VATICAN CITY (CNS) -- The same day Pope Francis dedicated his general audience talk to explaining "Blessed are the poor in spirit," high-level finance ministers and economic experts were meeting nearby to come up with concrete solutions to overcome chronic global inequalities, instability and injustice.
People do not like to accept the truth of that beatitude, the pope told visitors in the Paul VI audience hall Feb. 5, because it keeps them from achieving fame and fortune, but it also always leaves them "radically incomplete and vulnerable."
That same sense that there is something radically inadequate and vulnerable about today's economic policies and financial systems was what drew dozens of experts and finance ministers to the Pontifical Academy of Social Sciences for a full day of talks and appeals.
The leading "global decision-makers" all agree on the root causes of unsustainable inequality and are adamant about wanting to prevent yet another global financial crisis, said Eric LeCompte, executive director of Jubilee USA Network and an observer invited to the Vatican gathering.
He told Catholic News Service the problem comes in finding consensus on the solutions, "the ways forward for countries to get out of debt crisis and financial crisis and also for building an economy that's more inclusive and where there is less of a distinction between the haves and the have-nots."
The first step toward coming up with "New Forms of Solidarity: Toward Fraternal Inclusion, Integration and Innovation," as the meeting was titled, was getting such major players together in the first place.
Kristalina Georgieva, managing director of the International Monetary Fund and a leading voice warning that the global economy runs the risk of a major depression, told reporters that the Vatican venue was ideal for such talks.
"First, because we have a pope that is very caring and well-respected by people of all religions and who has demonstrated in his own life that high standing and modesty can go hand-in-hand," she said.
Second, she added, "the academy is a place open to different views, not a narrowmindedness that could constrain good dialogue."
Meeting participants agreed it was no longer acceptable science to consider any market philosophy or policy as being "natural," invisible or inevitable, but that economics is all about people picking and choosing specific rules and frameworks.
"Inequality is a choice," said Joseph E. Stiglitz, an academy member, Nobel Prize laureate and former chief economist of the World Bank.
The ongoing concentration of wealth in the hands of a few and increasing economic disparity is not "just a matter of the laws of nature or the laws of economics, but in large measure, it's the result of our man-made policies and laws," he said in his keynote address.
Current and looming crises are making it clear "we have been making the wrong choices," and it is time for a new path, "an alternative economic system and alternative globalization" that puts people and values first, he said.

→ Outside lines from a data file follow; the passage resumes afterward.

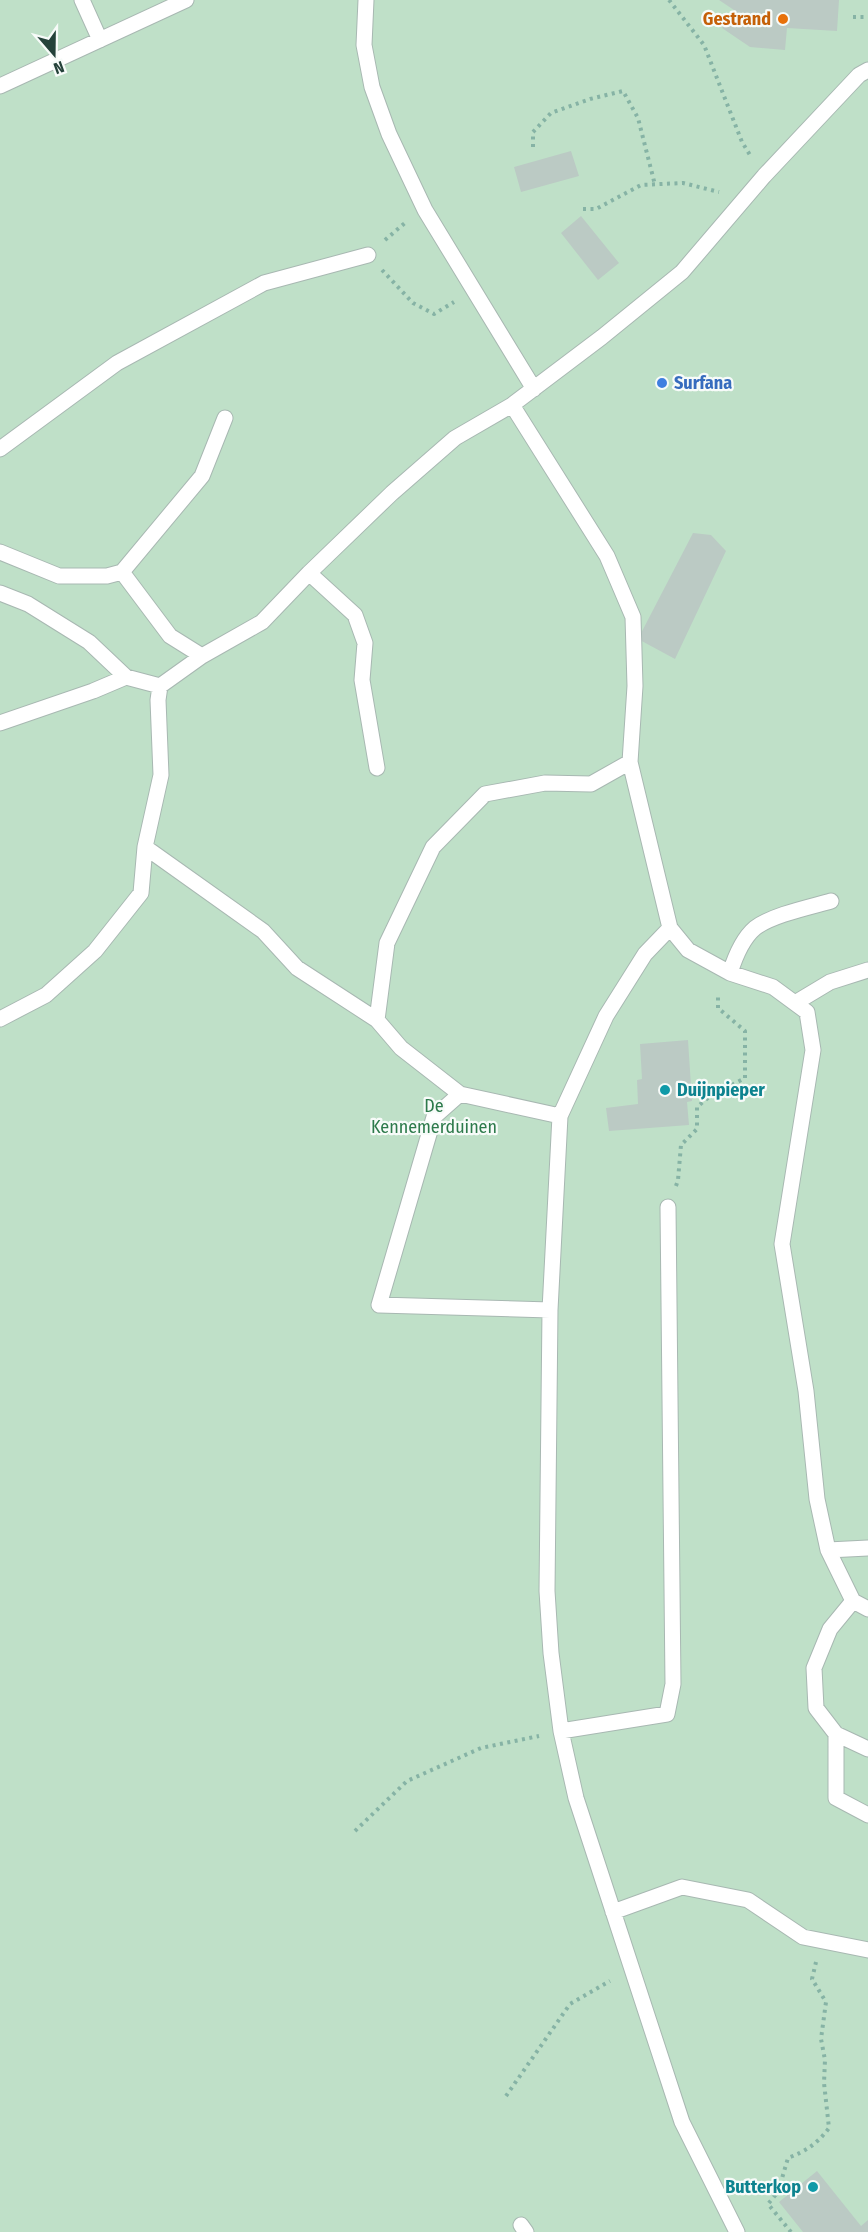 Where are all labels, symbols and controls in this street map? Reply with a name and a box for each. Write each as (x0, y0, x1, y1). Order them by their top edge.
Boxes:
place label: Gestrand (703, 8, 771, 30)
marker: Gestrand (776, 12, 790, 26)
north arrow (24, 24, 84, 84)
text: N (51, 57, 67, 78)
place label: Surfana (674, 372, 732, 394)
marker: Surfana (655, 376, 669, 390)
place label: Duijnpieper (677, 1079, 765, 1101)
marker: Duijnpieper (658, 1083, 672, 1097)
park label: De Kennemerduinen (371, 1095, 497, 1138)
place label: Butterkop (725, 2176, 801, 2198)
marker: Butterkop (806, 2180, 820, 2194)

Pope Francis understands that what is at stake is not just a matter of calling for more ethical behavior by leaders in the system, but an actual reform of the system and how it works.

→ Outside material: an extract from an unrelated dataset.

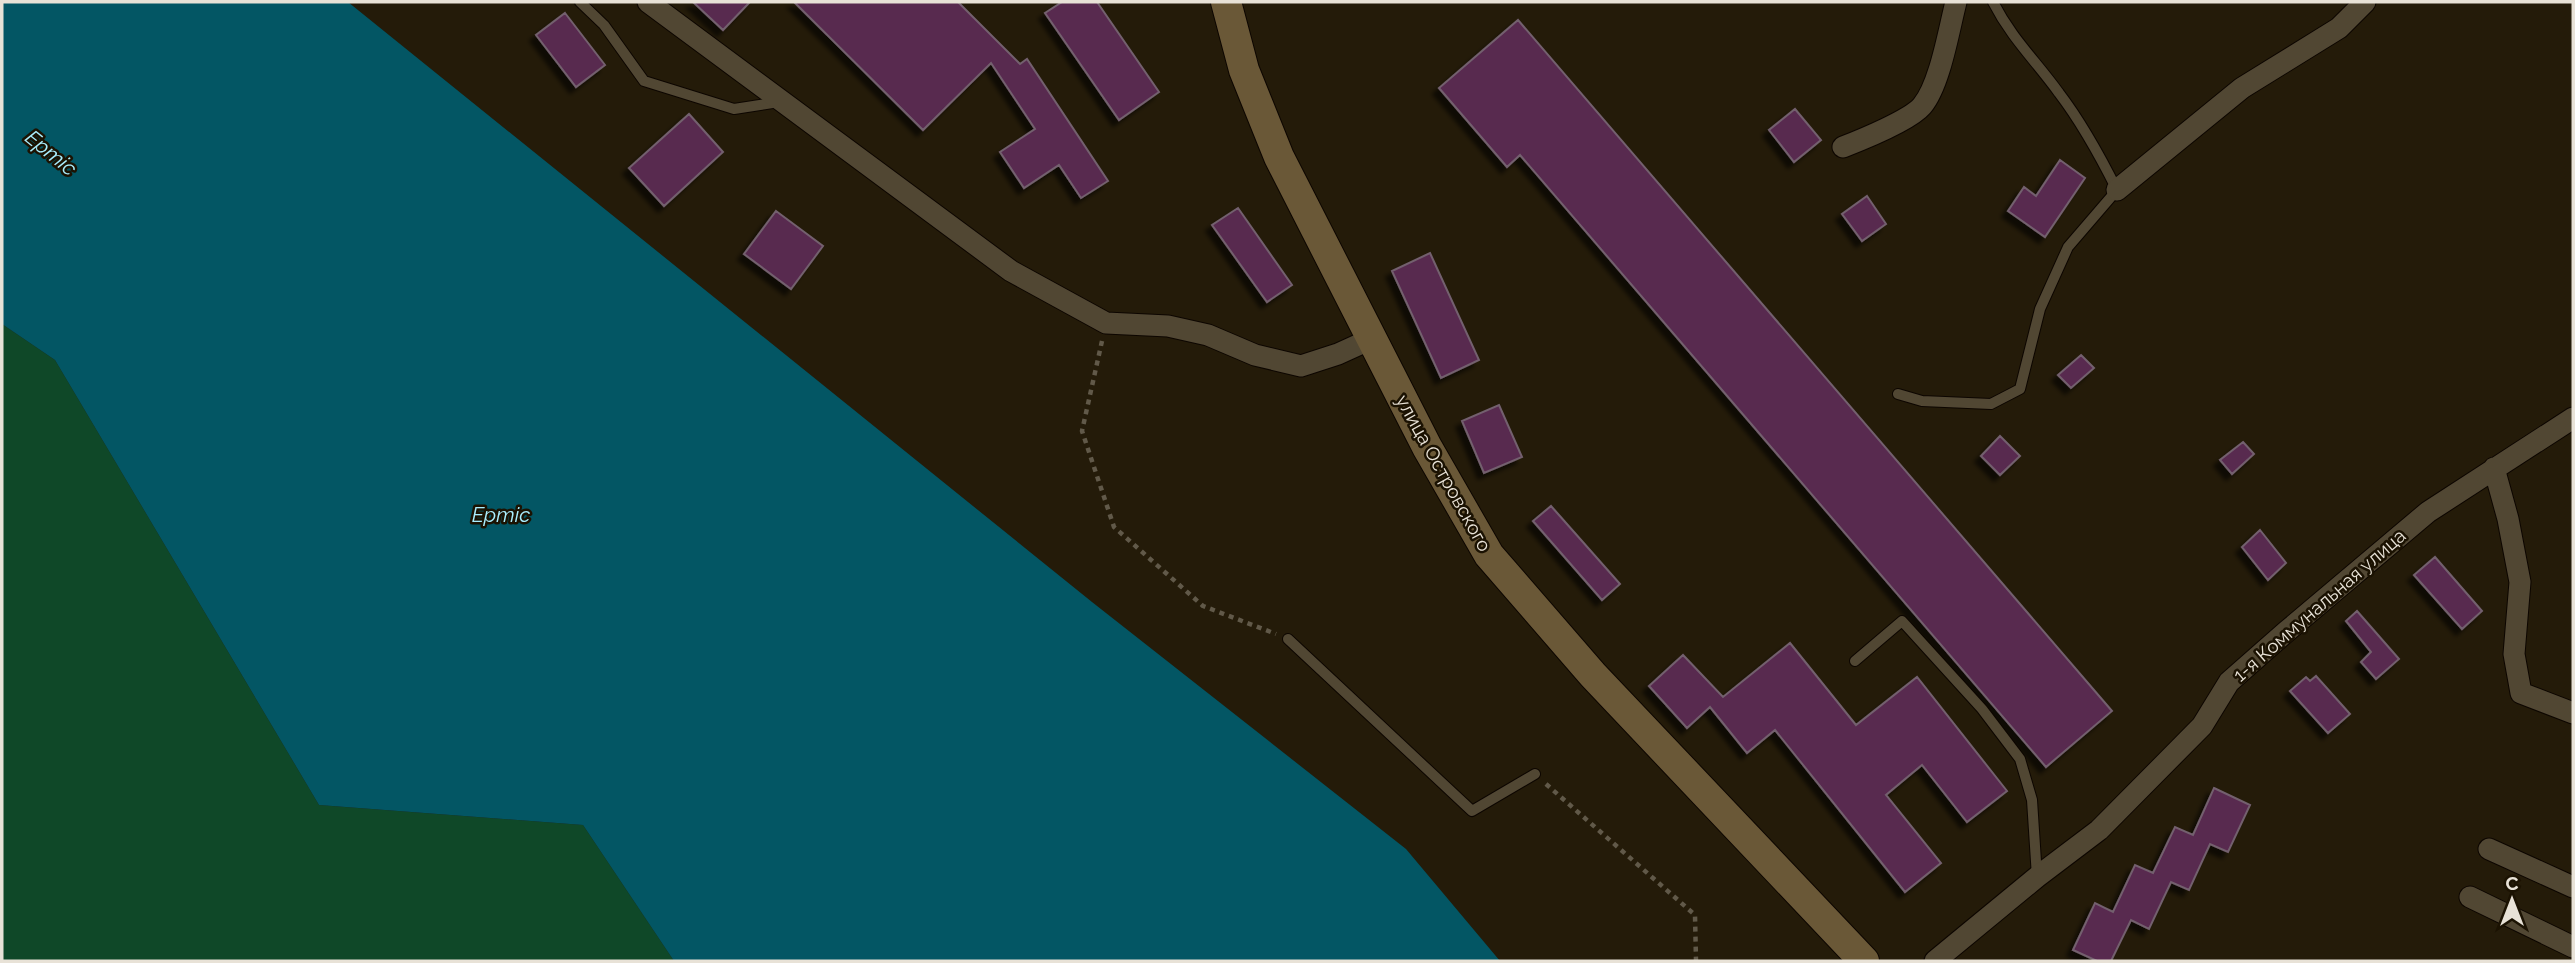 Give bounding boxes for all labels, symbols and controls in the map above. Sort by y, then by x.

His biographers have noted how his long experience ministering in the slums of Buenos Aires, Argentina, gave him unique insight into how a nation rich in promise could be so crippled by financial crisis and corruption.
LeCompte said, "Pope Francis really led his country as they were battling a type of predatory finance known as vulture funds," so while he is continuing the same social teaching as his papal predecessors, "we see the Holy See talking more about very technical economic policies like derivatives and taxation and illicit financial flows."
"There's a real sense from this Holy Father that if we really want to change the structures that govern our economy, we need to be able to address these technical issues head-on," he said.
The pope, in fact, made a point to stop by the pontifical academy in the early afternoon. And his lengthy and detailed written speech continued to hammer home basic and reasonable ethical principles: an end to money laundering, the arms industry and tax havens that drain billions from national economies; stopping repeated tax cuts for the wealthy; and relieving crushing, unsustainable debt burdens, to name a few.
LeCompte said many of the solutions put forward "are ones that Jubilee has advocated for over 20 years, and we've worked very closely with the Holy See on developing those positions, as well as with all other major religious institutions around the world."
Just as the pope's encyclical, "Laudato Si'," sets a clear way to examine current structures and advocates for the values of global solidarity and environmental and economic justice, the Feb. 5 gathering was a continuation of that call for a more just world.
"We actually have a very clear path that needs to be taken," LeCompte said, which begins with God's creation of a rich and abundant world.
And, he said, the path leads toward that "jubilee promise that Pope John Paul II was the first to exclaim -- that we all deserve to live in an economy where we all have enough."